A delegate is a type defining a method signature, so that delegate instances can hold and invoke a method or list of methods that match its signature. A delegate declaration consists of a name and a method signature. For example:

using System;
delegate bool Filter (string s);
  
class Test {
   static void Main() {
      Filter f = new Filter(FirstHalfOfAlphabet);
      Display(new String [] {"Ant","Lion","Yak"}, f);
   }
   static bool FirstHalfOfAlphabet(string s) {
      return "N".CompareTo(s) > 0;
   }
   static void Display(string[] names, Filter f) {
      int count = 0;
      foreach(string s in names)
         if(f(s)) // invoke delegate
            Console.WriteLine("Item {0} is {1}", count++, s);
   }
}

Note that the signature of a delegate method includes its return type.
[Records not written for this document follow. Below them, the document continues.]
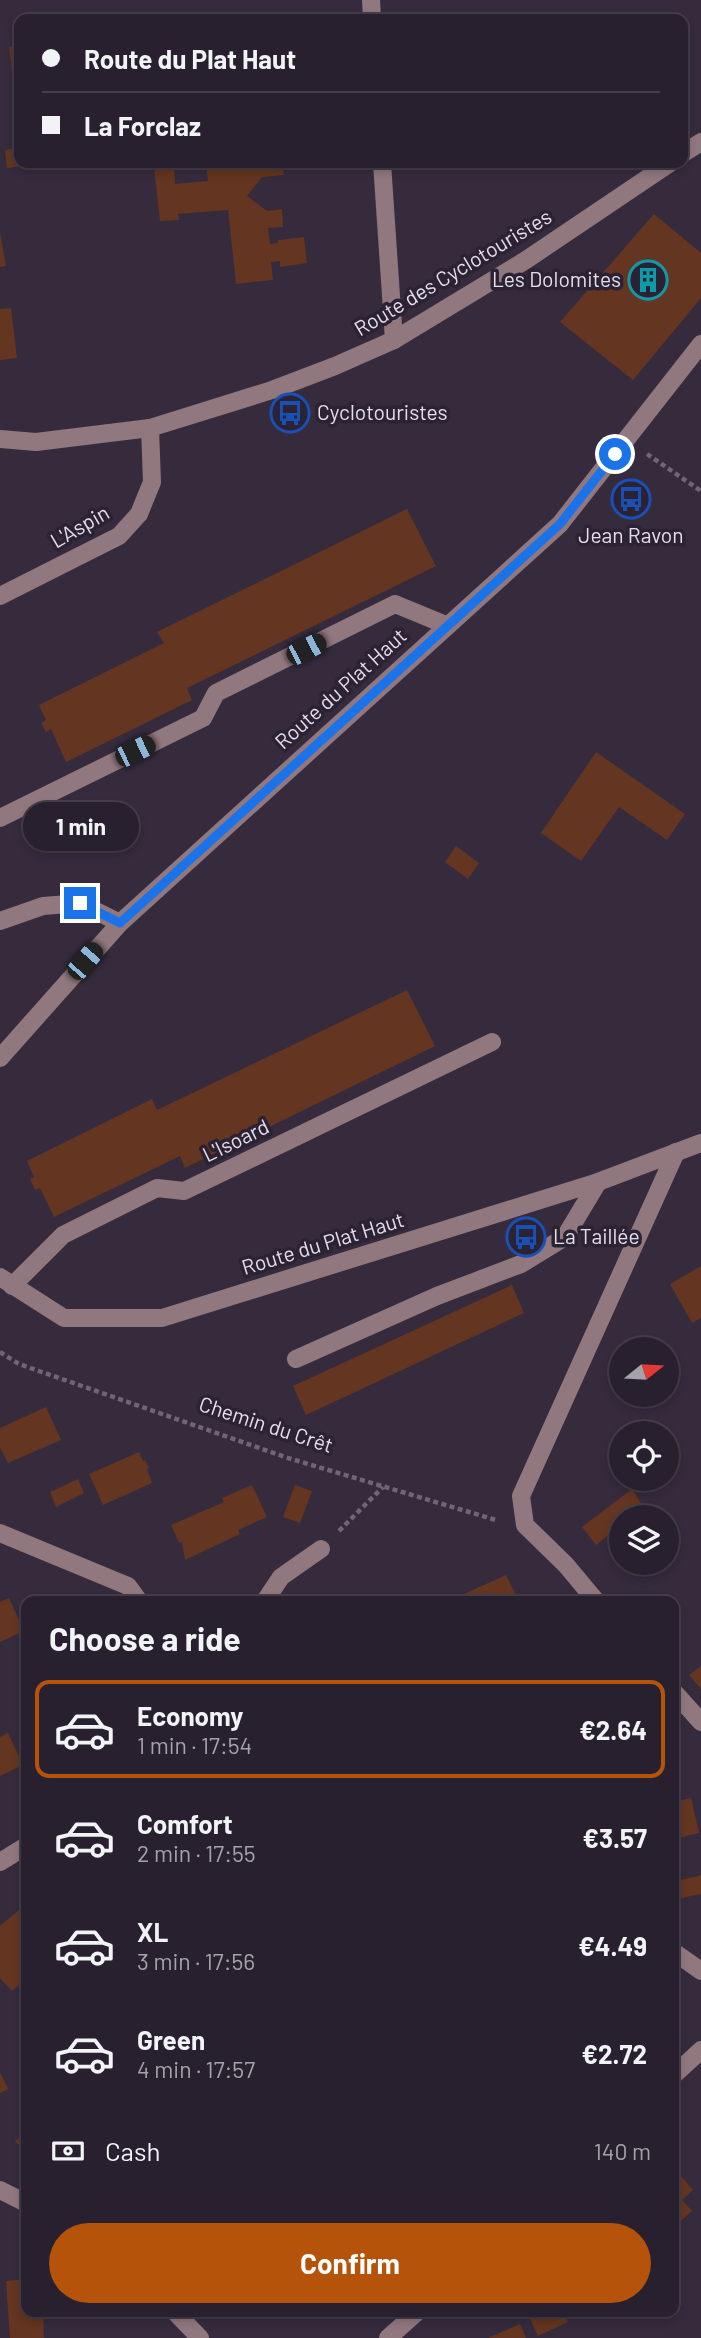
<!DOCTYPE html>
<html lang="en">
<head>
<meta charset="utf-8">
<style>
	:root { --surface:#28202e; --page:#302836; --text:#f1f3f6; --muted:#a5a3aa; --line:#443e4a; --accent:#b45309 }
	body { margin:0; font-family:Barlow,sans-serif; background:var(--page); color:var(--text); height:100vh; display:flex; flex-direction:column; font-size:26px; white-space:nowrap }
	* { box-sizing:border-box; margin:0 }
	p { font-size:23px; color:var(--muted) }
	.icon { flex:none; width:38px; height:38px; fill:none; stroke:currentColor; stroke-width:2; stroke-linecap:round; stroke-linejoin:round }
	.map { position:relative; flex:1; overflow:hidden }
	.drawer { position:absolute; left:21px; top:1596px; width:658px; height:721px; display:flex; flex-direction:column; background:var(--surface); border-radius:14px; box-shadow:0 4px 10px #0003,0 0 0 2px var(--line) }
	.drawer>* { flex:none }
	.hud { position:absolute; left:14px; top:14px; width:674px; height:154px; border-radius:14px; box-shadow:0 4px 10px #0003,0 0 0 2px var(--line); display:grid; align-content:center; height:154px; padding:0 28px; background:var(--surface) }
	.needle { width:46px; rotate:72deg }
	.fabs { position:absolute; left:609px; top:1337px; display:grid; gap:14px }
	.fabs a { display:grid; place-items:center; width:70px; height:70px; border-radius:50%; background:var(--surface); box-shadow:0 4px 10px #0003,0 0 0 2px var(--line); font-size:35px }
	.end { position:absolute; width:32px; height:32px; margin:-16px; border:9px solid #1a73e8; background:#fff; box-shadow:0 0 0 4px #fff }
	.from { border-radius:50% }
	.bubble { position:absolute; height:49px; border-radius:24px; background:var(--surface); box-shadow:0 4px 10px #0003,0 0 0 2px var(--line); font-size:23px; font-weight:700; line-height:49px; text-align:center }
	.car { position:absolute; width:21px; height:42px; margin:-21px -10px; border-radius:9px; box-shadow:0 0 5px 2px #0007; background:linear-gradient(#222 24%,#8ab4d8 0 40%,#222 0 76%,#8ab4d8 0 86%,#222 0) }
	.hud b { display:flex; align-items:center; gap:24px; height:66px; font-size:26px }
	.hud b+b { border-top:2px solid var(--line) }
	.hud i { width:18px; height:18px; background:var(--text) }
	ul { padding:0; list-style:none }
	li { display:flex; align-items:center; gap:21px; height:98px; margin:0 14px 10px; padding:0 14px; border:4px solid transparent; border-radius:14px }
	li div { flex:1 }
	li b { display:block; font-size:26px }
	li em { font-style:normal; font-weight:700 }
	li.on { border-color:var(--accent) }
	li>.icon { width:63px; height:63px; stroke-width:1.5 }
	h2 { padding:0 28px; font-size:32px; line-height:84px }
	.pay { display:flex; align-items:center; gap:18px; height:77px; padding:0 28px; font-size:26px }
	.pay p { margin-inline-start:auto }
	.cta { display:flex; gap:14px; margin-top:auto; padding:14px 28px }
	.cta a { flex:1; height:80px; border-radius:42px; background:var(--accent); color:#fff; font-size:28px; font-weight:700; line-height:80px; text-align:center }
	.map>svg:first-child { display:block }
	.building { fill:#643520 }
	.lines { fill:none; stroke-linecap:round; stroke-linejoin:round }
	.path { stroke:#6e6676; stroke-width:4.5; stroke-dasharray:5 3.5; stroke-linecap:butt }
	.minor { stroke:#91777e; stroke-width:18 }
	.route { stroke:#1a73e8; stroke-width:9 }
	.labels { text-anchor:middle; stroke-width:7; stroke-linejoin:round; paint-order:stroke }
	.street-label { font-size:21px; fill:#e4deea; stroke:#2b2233 }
	.poi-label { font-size:21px; fill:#e4deea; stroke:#2b2233; text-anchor:start }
</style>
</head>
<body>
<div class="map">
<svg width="701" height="2338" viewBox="0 0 701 2338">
	<rect width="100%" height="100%" fill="#352b3d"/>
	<g class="building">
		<polygon points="19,46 19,70 12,71 9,47"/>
		<polygon points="19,148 19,163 22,163 22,166 7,168 5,150"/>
		<polygon points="206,163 282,163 284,175 262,177 247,196 267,211 282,209 283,227 268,228 270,244 278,243 278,240 304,237 307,263 280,267 280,261 271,262 273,280 236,284 228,210 178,214 179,220 160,221 154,167 174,165 175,184 208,181"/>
		<polygon points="654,214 701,253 701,298 633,380 560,322"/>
		<polygon points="0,232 6,266 0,267"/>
		<polygon points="11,308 17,358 0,360 0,309"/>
		<polygon points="407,509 436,566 187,688 192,700 66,762 51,729 46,732 41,723 46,720 39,705 164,643 157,632"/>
		<polygon points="596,752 685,814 667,840 619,807 581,861 541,833"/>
		<polygon points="456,846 479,863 468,879 445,862"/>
		<polygon points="407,990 435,1046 185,1168 180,1156 54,1217 40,1188 35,1190 30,1179 34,1177 27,1161 152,1099 157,1110"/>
		<polygon points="701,1266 701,1318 692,1323 670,1284"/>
		<polygon points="512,1285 524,1313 306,1415 293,1386"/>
		<polygon points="46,1407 61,1440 8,1463 0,1447 0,1428"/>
		<polygon points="139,1452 143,1461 145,1460 149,1468 147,1469 152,1483 103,1505 89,1474"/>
		<polygon points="78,1479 84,1493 56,1507 50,1492"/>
		<polygon points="252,1485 267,1517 238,1530 240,1534 185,1560 182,1542 179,1543 171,1525 224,1502 222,1498"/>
		<polygon points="295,1485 312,1491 300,1523 283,1517"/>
		<polygon points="632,1489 644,1508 632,1517 621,1517 621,1525 596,1545 582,1527"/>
		<polygon points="506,1575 519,1601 456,1601 455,1598"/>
		<polygon points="9,1598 24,1631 0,1642 0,1602"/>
		<polygon points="701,1666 701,1689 689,1675"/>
		<polygon points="8,1733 23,1765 0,1776 0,1737"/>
		<polygon points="691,1798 699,1833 674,1839 674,1802"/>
		<polygon points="701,1875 701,1894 681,1898 677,1881"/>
		<polygon points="26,1904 26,1979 12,1991 0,1978 0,1926"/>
		<polygon points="0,2072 8,2089 0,2093"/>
		<polygon points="26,2131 26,2153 15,2141"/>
		<polygon points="674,2168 693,2190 682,2200 692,2211 674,2227"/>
		<polygon points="26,2279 26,2312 43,2312 44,2338 10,2338 6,2281"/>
		<polygon points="527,2312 563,2312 568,2322 538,2336"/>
		<polygon points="520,2324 526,2338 488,2338"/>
	</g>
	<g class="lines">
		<g class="path">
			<polyline points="647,454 701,491"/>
			<polyline points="0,1352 19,1364 288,1458 496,1520"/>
			<polyline points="339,1531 383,1487"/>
		</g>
		<g class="minor">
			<polyline points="371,0 372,19"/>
			<polyline points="682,154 701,142"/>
			<polyline points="382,163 394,340"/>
			<polyline points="0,439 36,442 150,428 272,390 335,366 394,340 526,260 670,163"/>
			<polyline points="0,596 119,536 139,514 152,482 150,428"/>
			<polyline points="0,818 203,718 216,693 395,604 446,625"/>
			<polyline points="0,921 43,906 80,903 120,923"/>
			<polyline points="0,1058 120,923 560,524 701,344"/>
			<polyline points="0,1277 64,1318 162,1318 598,1182 701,1143"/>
			<polyline points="12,1286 63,1235 157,1188 184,1191 492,1042"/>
			<polyline points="296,1359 437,1296 521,1264 565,1237 598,1182"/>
			<polyline points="0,1533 128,1586 139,1601"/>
			<polyline points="265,1601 281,1577 321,1549"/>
			<polyline points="596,1601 566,1565 525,1525 521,1496 676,1152"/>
			<polyline points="674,1692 701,1722"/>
			<polyline points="0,1862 26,1846"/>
			<polyline points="674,1952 701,1971"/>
			<polyline points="674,2075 701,2050"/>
			<polyline points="0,2190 26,2203"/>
			<polyline points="175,2312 200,2338"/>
			<polyline points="388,2338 417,2312"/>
		</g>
	</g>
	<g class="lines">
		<polyline class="route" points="80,903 120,923 560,524 615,454"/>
	</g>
	<defs>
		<g id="building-ring" transform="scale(2.0125)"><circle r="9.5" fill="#2b2233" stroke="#0f9aa8" stroke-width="1.5"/><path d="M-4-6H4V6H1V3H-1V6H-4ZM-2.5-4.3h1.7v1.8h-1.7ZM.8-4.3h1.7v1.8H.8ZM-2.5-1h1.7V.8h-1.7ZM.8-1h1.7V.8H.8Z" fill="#0f9aa8"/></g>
		<g id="bus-ring" transform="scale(2.0125)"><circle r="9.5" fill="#2b2233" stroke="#1a4fb4" stroke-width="1.5"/><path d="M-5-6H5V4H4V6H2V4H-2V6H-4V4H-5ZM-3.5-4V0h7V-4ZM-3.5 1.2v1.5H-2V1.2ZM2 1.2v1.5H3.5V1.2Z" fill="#1a4fb4"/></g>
	</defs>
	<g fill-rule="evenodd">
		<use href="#building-ring" x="648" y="280"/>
		<use href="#bus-ring" x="290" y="413"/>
		<use href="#bus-ring" x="631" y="499"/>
		<use href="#bus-ring" x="526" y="1237"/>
	</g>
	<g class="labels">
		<g class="street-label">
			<text transform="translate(453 273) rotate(-31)" y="7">Route des Cyclotouristes</text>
			<text transform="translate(80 527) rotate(-30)" y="7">L'Aspin</text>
			<text transform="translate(341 689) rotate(-42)" y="7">Route du Plat Haut</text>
			<text transform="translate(236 1141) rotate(-26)" y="7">L'Isoard</text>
			<text transform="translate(323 1244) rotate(-17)" y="7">Route du Plat Haut</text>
			<text transform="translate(266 1425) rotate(18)" y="7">Chemin du Crêt</text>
		</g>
		<g class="poi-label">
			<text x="621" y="287" text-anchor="end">Les Dolomites</text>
			<text x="317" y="420">Cyclotouristes</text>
			<text x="631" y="543" text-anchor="middle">Jean Ravon</text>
			<text x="553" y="1244">La Taillée</text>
		</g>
	</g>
</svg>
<div class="fabs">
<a><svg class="needle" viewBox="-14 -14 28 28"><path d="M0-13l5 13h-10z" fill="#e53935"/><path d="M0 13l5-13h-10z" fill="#a5a3aa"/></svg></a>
<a><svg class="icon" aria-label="locate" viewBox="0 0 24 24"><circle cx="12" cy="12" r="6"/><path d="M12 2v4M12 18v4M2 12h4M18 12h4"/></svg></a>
<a><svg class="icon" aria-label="layers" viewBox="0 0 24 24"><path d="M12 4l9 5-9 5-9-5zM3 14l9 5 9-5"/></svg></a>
</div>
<i class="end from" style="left:615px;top:454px"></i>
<i class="end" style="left:80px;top:903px"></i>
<div class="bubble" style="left:23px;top:802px;width:116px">1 min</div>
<i class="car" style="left:306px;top:649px;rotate:63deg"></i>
<i class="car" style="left:135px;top:751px;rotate:64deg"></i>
<i class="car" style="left:85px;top:961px;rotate:41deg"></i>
<div class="hud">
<b><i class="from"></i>Route du Plat Haut</b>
<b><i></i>La Forclaz</b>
</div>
<section class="drawer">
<h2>Choose a ride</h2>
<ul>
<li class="on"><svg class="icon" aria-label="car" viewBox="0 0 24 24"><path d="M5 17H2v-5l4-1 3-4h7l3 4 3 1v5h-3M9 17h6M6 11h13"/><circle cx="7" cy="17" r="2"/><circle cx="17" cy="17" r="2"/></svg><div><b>Economy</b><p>1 min · 17:54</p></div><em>€2.64</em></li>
<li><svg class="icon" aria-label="car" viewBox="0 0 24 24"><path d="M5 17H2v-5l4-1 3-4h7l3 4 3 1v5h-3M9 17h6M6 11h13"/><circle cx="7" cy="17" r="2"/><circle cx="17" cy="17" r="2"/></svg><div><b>Comfort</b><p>2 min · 17:55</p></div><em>€3.57</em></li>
<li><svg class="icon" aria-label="car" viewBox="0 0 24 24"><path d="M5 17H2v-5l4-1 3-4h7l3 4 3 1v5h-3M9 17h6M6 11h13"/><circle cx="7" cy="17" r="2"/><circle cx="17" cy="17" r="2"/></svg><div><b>XL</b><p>3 min · 17:56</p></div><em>€4.49</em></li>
<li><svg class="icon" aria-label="car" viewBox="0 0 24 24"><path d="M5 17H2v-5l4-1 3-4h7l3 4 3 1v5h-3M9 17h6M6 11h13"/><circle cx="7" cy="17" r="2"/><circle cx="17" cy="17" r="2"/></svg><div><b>Green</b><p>4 min · 17:57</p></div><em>€2.72</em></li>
</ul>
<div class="pay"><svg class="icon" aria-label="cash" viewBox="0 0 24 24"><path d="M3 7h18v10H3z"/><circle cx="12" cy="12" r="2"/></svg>Cash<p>140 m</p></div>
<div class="cta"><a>Confirm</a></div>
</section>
</div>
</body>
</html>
It also allows the use of a params modifier in its parameter list, which expands the list of elements that characterize an ordinary method signature. The actual name of the target method is irrelevant to the delegate.

Multicast Delegates

Delegates can hold and invoke multiple methods. In this example, we declare a very simple delegate called MethodInvoker, which we use to hold and then invoke the Foo and Goo methods sequentially. The += method creates a new delegate by adding the right delegate operand to the left delegate operand:

using System;
delegate void MethodInvoker();
class Test {
   static void Main() {
       new Test(); // prints "Foo","Goo"
   }
   Test () {
      MethodInvoker m = null;
      m += new MethodInvoker(Foo);
      m += new MethodInvoker(Goo);
      m();
   }
   void Foo() {
      Console.WriteLine("Foo");
   }
   void Goo() {
      Console.WriteLine("Goo");
   }
}

A delegate can also be removed from another delegate using the -= operator:

Test {
   MethodInvoker m = null;
   m += new MethodInvoker(Foo);
   m -= new MethodInvoker(Foo);
   // m is now null
}

Delegates are invoked in the order they are added. If a delegate has a nonvoid return type, then the value of the last delegate invoked is returned. Note that the += and -= operations on a delegate are not thread-safe. (For more information on thread safety, see Chapter 16.)

Tip

To work with the .NET runtime, C# compiles += and -= operations made on a delegate to the static Combine and Remove methods of the System.Delegate class.